After the abrupt passing of Supreme Court Justice Antonin Scalia there was quite a bit of a stir over who current president Barack Obama would select as his nominee to fill Scalia’s role on the Supreme Court. In fact, there was plenty of talk of Republicans doing their best to block any sort of decision while Obama was still in office, in order to delay it for the next sitting president. Of course, things have changed in the interim, with Donald Trump looking to be the Republican nominee and the party scrambling to ensure that Trump doesn’t actually end up the most powerful man in the free world.
Obama’s decision landed on Merrick Garland, chief judge of the U.S. Court of Appeals for the District of Columbia Circuit. What has Garland been up to while waiting for the Senate to vote on his nomination? According to BuzzFeed he’s been speaking to high school graduates using Harry Potter quotes. That’s not a joke. Today at Niles West High he delivered the graduation speech to his alma mater where he spoke about public service and claimed that there were routes outside of law. When he elaborated he quoted Hermione Granger as an inspiration.
“In fact, the Minister of Magic once did. ‘Are you planning to follow a career in Magical Law, Ms. Granger?’ he asked. ‘No, I’m not,’ retorted Hermione. ‘I’m hoping to do some good in the world.’”

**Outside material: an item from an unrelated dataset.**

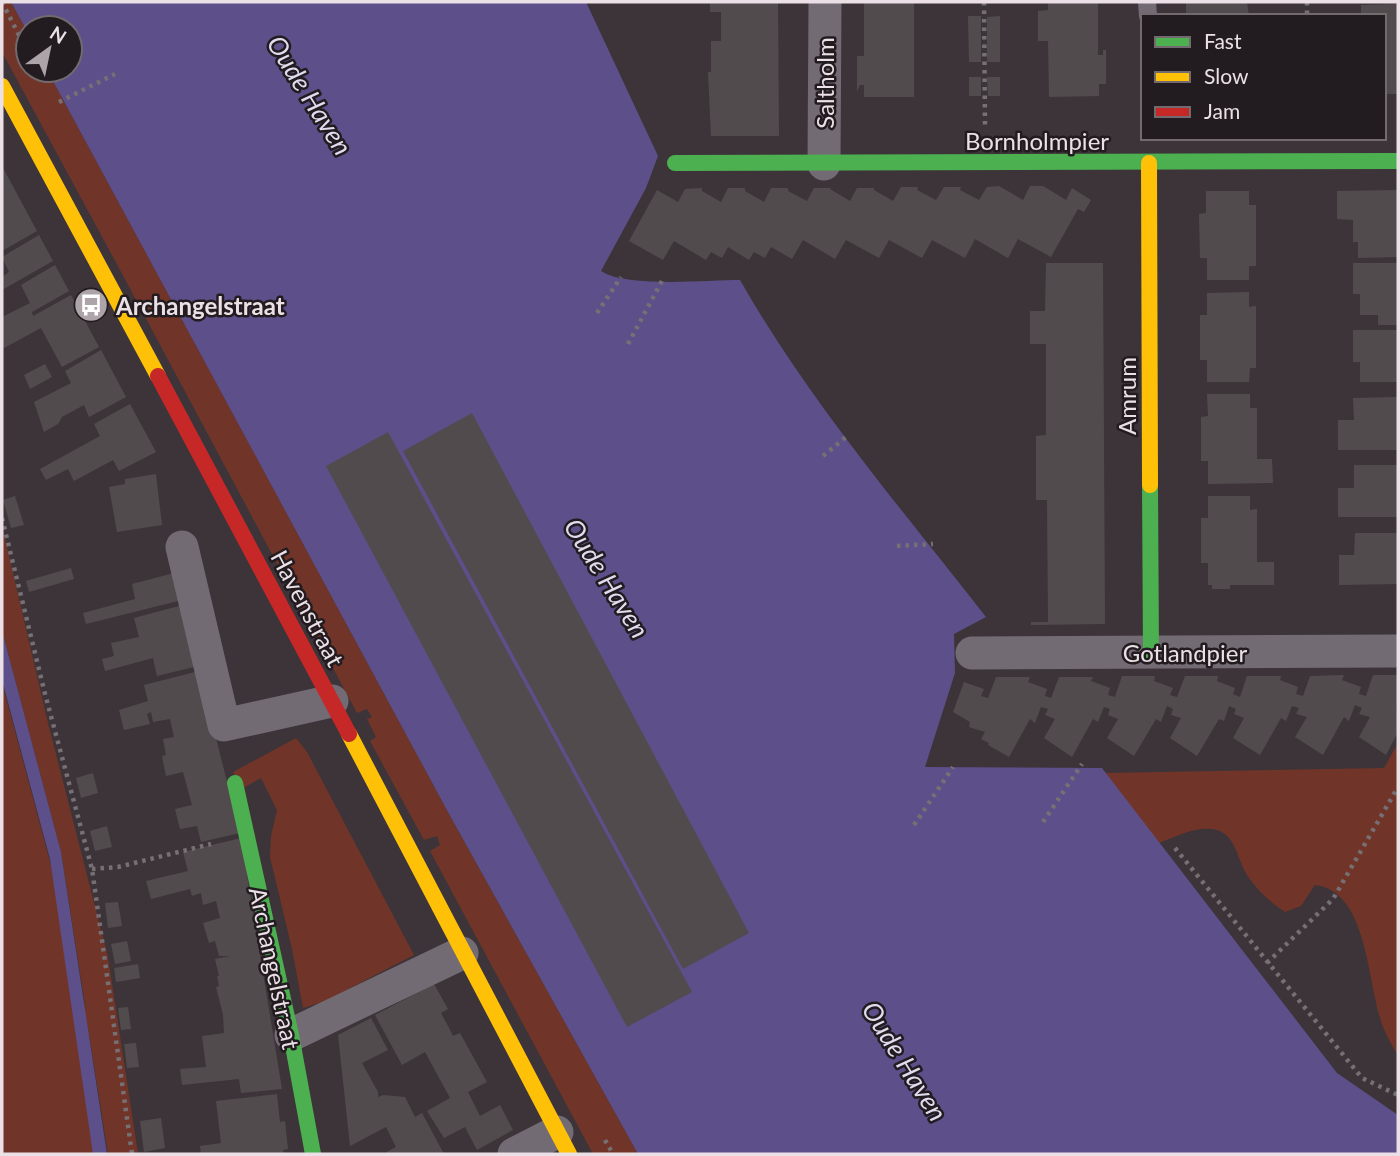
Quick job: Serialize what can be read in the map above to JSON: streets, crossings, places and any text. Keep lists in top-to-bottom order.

“Now that doesn’t mean that you and your friends have to vanquish Lord Voldemort. Not everyone has the very particular set of skills required to accomplish that task.
But as Professor Dumbledore once told Harry Potter: It is our choices that show what we truly are, more than our abilities.
So make the choice do to some good in the world.”
Now, look, we can’t decide if someone will be a great Supreme Court Justice just from the pop culture that they reference, but if Merrick Garland is turning to the Harry Potter series for ways to inspire young people, he at least understands how to adjust to his audience. That at least gives hope to how he’d be able to handle more sensitive, modern issues such as ones involving privacy, technology and the rights of people that have been previously ignored.